* [Your goal] Search term "absolute": please show all lines in the listing that contain it.

* [Records to process]
========================================

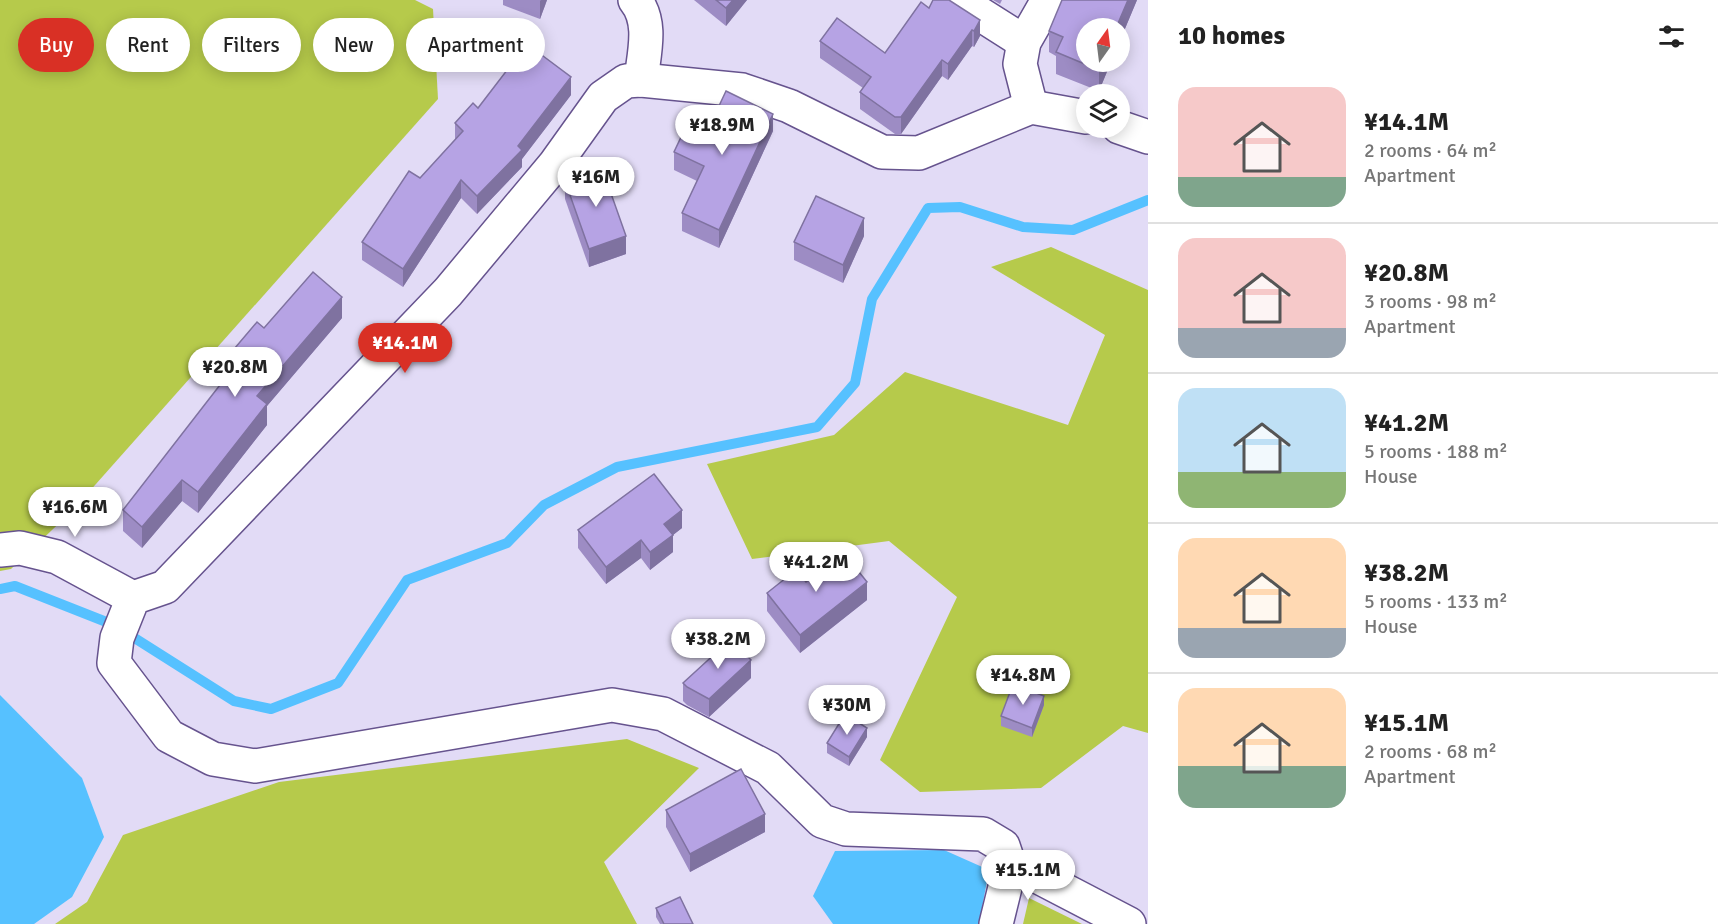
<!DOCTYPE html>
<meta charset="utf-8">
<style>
:root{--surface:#fff;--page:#f6f6f6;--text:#222;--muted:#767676;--line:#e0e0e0;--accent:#d93025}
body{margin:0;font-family:Signika,sans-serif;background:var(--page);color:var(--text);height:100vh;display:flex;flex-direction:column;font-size:22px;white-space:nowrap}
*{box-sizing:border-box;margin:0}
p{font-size:20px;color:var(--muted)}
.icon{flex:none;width:33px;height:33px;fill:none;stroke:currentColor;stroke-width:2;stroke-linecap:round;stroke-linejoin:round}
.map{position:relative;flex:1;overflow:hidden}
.panel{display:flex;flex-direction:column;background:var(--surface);width:570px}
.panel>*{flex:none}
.hud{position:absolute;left:18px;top:18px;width:570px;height:54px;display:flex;gap:12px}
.needle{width:39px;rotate:14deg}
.buttons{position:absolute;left:1076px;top:18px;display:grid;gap:12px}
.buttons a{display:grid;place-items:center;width:54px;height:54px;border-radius:50%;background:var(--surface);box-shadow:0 3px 15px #0003;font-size:30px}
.price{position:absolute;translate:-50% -51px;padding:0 14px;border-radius:21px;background:#fff;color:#222;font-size:20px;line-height:39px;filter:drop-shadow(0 2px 3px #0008)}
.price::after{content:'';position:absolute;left:50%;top:36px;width:18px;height:14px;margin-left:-9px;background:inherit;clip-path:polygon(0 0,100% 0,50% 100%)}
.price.current{background:var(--accent);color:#fff}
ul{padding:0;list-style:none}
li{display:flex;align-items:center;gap:18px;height:150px;padding:0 30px}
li+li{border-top:2px solid var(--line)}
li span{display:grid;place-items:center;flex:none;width:168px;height:120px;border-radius:18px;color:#555}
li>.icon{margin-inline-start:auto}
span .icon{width:72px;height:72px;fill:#fffc;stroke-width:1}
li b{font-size:26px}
h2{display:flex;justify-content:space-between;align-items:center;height:72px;padding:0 30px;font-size:26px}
.pill{padding:0 21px;border-radius:27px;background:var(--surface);box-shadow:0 3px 15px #0003;font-size:21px;line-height:54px}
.pill.current{background:var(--accent);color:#fff}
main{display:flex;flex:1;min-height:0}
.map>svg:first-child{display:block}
.green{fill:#b6ca4b}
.water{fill:#56c1ff}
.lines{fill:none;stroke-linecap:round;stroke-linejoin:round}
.stream{stroke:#56c1ff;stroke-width:10}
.minor-casing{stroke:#66538e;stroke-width:36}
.minor{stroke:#fff;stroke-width:33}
.wall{fill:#9d8cc4}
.shaded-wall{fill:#7f72a0}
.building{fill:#b6a3e4;stroke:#7f72a0;stroke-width:1.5}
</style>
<main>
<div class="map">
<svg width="1148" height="924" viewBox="0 0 1148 924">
<rect width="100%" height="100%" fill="#e2dbf6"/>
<g class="green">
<path d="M0 0H415L433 9 438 99 72 511 11 569 0 571Z"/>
<path d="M1051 247 1148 290V733L1123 726 1041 788 920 792 880 760 957 597 889 541 752 559 707 464 834 435 905 372 1068 425 1105 335 991 267Z"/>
<path d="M627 739 699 768 604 862 637 924H55L87 902 123 835 279 782Z"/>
<path d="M1029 898 1082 924H1023Z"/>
</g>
<g class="water">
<path d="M0 695 82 778 104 837 72 897 34 924H0Z"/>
<path d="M944 850 989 870 979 924H833L813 896 835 851Z"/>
</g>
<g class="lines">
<path class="stream" d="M0 589 15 586 114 625 234 701 271 709 338 683 407 580 507 543 544 505 617 467 817 427 855 383 872 299 928 208 960 207 1023 227 1073 230 1148 200"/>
<defs>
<g id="minor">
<path d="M635 0C653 22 644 53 641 80"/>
<path d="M958 0 1024 42"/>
<path d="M1031 107 1020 64 1024 42 1048 0"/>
<path d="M1119 127 1148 137"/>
<path d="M0 550 20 548 57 557 133 598"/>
<path d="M1010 867 1037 876 1129 924"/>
<path d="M996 924 1010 867 1003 846 983 834 846 829 822 821 768 768 663 714 612 705 255 766 213 759 169 736 114 663 117 638 133 598 165 587 448 292 555 164 603 97 626 81 641 80 742 90 789 106 882 152 919 153 1031 107 1086 117"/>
</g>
</defs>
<use href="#minor" class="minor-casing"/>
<use href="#minor" class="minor"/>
</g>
<g class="wall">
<path d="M503 0H547L540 19 503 5Z"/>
<path d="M694 0H747L726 26Z"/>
<path d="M933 0 980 36 974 47 972 46 948 80 942 76 901 134H895L860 109V92L863 88 820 58V41L885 53 929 8Z"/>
<path d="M993 0H1002L1000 4Z"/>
<path d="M1137 0 1119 43V28L1086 62H1111L1099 91 1056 74V56L1049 52V31Z"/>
<path d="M571 95 522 159V167L477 214 461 198 403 287 362 260V242L455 140V123Z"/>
<path d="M710 125 773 131 719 248 682 231V213L697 181 674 170V152Z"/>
<path d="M565 181 626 254 589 267 565 199Z"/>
<path d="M864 236 843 283 794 260V242Z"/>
<path d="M342 318 267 406V425L198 513 182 501 142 548 123 531V510L229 374V355L264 328Z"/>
<path d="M682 528 673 535V552L650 570 641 558 606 584 578 548V530Z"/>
<path d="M806 582 867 600 800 653 767 611V593Z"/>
<path d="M751 678 709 717 687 705 683 701V683Z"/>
<path d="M1044 705 1032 737 1001 726V716Z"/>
<path d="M867 737 849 766 827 753V743Z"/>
<path d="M666 810 765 832 690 872 666 827Z"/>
<path d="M656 908 693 924H660L656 917Z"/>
</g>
<g class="shaded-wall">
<path d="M541 0H547L540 19V1Z"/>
<path d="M733 0H747L726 26V8Z"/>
<path d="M1128 0H1137L1119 43V28H1116Z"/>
<path d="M980 20V36L974 47V31Z"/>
<path d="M972 30V46L948 80V64Z"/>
<path d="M942 60V76L901 134V117Z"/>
<path d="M1102 62H1111L1099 91V70Z"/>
<path d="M571 77V95L522 159V167L477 214V196L518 146Z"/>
<path d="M773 114V131L719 248V230Z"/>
<path d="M461 180V198L403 287V269Z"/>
<path d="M864 218V236L843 283V265Z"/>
<path d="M626 236V254L589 267V249Z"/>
<path d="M342 297V318L267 406V425L198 513V492L257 396Z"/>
<path d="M182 480V501L142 548V527Z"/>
<path d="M682 510V528L673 535V552L650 570V552L664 524Z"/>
<path d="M641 540V558L606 584V567Z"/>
<path d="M867 582V600L800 653V635Z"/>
<path d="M751 660V678L709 717V699Z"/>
<path d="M1044 696V705L1032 737V728Z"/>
<path d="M867 728V737L849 766V757Z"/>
<path d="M765 814V832L690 872V854Z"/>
</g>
<g class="building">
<path d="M716 0H733L726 8Z"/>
<path d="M933 0H949L980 20 974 31 972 30 948 64 942 60 901 117H895L860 92 871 77 820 41 837 18 885 53 921 2 929 8Z"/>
<path d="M1062 0H1128L1116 28H1086V62H1102L1099 70 1056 52 1063 37 1049 31Z"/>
<path d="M527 44 571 77 518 146 522 150 477 196 461 180 403 269 362 242 409 171 420 178 463 131 455 123 473 103 478 108Z"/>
<path d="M726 91 773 114 719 230 682 213 704 166 674 152 691 116 710 125Z"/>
<path d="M602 168 626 236 589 249 565 181Z"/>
<path d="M816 196 864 218 843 265 794 242Z"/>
<path d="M313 272 342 297 257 396 267 404 198 492 182 480 142 527 123 510 237 363 229 355 257 322 264 328Z"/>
<path d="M654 474 682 510 664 524 673 535 650 552 641 540 606 567 578 530Z"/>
<path d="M843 552 867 582 800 635 767 593 796 570 806 582Z"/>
<path d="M731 639 751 660 709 699 687 687 683 683Z"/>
<path d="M1013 684 1044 696 1032 728 1001 716Z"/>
<path d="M845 714 867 728 849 757 827 743Z"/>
<path d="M741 769 765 814 690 854 666 810Z"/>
<path d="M680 897 693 924H664L656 908Z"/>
</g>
</svg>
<div class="buttons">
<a><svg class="needle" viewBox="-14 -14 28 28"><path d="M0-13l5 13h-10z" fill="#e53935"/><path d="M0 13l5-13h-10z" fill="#767676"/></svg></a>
<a><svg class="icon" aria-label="layers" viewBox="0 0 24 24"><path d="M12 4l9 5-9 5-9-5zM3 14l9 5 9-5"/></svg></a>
</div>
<b class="price" style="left:722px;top:156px">¥18.9M</b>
<b class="price" style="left:596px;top:208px">¥16M</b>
<b class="price current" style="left:405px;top:374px">¥14.1M</b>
<b class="price" style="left:235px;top:398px">¥20.8M</b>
<b class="price" style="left:75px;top:538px">¥16.6M</b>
<b class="price" style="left:816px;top:593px">¥41.2M</b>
<b class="price" style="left:718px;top:670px">¥38.2M</b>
<b class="price" style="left:1023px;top:706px">¥14.8M</b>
<b class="price" style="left:847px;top:736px">¥30M</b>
<b class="price" style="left:1028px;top:901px">¥15.1M</b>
<div class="hud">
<a class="pill current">Buy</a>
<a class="pill">Rent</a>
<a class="pill">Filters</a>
<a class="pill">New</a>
<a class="pill">Apartment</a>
</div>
</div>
<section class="panel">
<h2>10 homes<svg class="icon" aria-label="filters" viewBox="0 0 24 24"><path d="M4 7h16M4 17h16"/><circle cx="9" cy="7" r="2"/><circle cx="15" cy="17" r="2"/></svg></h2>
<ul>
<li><span style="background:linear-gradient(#f6c9c9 75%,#7fa58c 0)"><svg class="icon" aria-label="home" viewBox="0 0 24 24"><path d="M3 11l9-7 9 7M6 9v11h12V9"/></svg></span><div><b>¥14.1M</b><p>2 rooms · 64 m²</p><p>Apartment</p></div></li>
<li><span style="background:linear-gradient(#f6c9c9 75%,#9aa5b1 0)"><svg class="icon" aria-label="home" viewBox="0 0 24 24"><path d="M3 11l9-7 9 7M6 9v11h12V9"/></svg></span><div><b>¥20.8M</b><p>3 rooms · 98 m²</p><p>Apartment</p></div></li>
<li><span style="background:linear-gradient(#bfe0f5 70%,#8fb573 0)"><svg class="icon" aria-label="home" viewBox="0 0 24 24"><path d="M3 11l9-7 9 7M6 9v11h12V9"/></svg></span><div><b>¥41.2M</b><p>5 rooms · 188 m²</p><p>House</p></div></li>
<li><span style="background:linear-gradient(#ffd9b3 75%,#9aa5b1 0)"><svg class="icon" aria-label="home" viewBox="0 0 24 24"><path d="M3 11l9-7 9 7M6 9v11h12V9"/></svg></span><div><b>¥38.2M</b><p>5 rooms · 133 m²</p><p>House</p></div></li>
<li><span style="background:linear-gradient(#ffd9b3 65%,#7fa58c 0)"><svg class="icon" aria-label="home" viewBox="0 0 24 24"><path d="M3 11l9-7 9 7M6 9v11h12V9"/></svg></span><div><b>¥15.1M</b><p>2 rooms · 68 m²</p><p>Apartment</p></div></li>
</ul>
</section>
</main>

========================================

* [Output of the exercise]
.hud{position:absolute;left:18px;top:18px;width:570px;height:54px;display:flex;gap:12px}
.buttons{position:absolute;left:1076px;top:18px;display:grid;gap:12px}
.price{position:absolute;translate:-50% -51px;padding:0 14px;border-radius:21px;background:#fff;color:#222;font-size:20px;line-height:39px;filter:drop-shadow(0 2px 3px #0008)}
.price::after{content:'';position:absolute;left:50%;top:36px;width:18px;height:14px;margin-left:-9px;background:inherit;clip-path:polygon(0 0,100% 0,50% 100%)}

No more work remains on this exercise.